**Dataset entries**

+ + +

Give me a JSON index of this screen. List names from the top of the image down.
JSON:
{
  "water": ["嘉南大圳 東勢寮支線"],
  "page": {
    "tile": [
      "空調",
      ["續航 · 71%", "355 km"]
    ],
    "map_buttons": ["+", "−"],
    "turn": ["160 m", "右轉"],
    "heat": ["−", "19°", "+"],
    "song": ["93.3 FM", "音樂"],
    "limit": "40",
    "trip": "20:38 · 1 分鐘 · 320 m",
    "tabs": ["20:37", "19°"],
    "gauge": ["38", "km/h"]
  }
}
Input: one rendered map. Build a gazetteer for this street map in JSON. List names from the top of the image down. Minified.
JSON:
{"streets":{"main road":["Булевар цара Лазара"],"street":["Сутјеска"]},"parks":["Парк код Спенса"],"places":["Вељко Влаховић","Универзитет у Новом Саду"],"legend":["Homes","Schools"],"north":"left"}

+ + +

**Brief**
Could you copy every record above exactly as it stands?

**Output for this task**
Give me a JSON index of this screen. List names from the top of the image down.
JSON:
{
  "water": ["嘉南大圳 東勢寮支線"],
  "page": {
    "tile": [
      "空調",
      ["續航 · 71%", "355 km"]
    ],
    "map_buttons": ["+", "−"],
    "turn": ["160 m", "右轉"],
    "heat": ["−", "19°", "+"],
    "song": ["93.3 FM", "音樂"],
    "limit": "40",
    "trip": "20:38 · 1 分鐘 · 320 m",
    "tabs": ["20:37", "19°"],
    "gauge": ["38", "km/h"]
  }
}
Input: one rendered map. Build a gazetteer for this street map in JSON. List names from the top of the image down. Minified.
JSON:
{"streets":{"main road":["Булевар цара Лазара"],"street":["Сутјеска"]},"parks":["Парк код Спенса"],"places":["Вељко Влаховић","Универзитет у Новом Саду"],"legend":["Homes","Schools"],"north":"left"}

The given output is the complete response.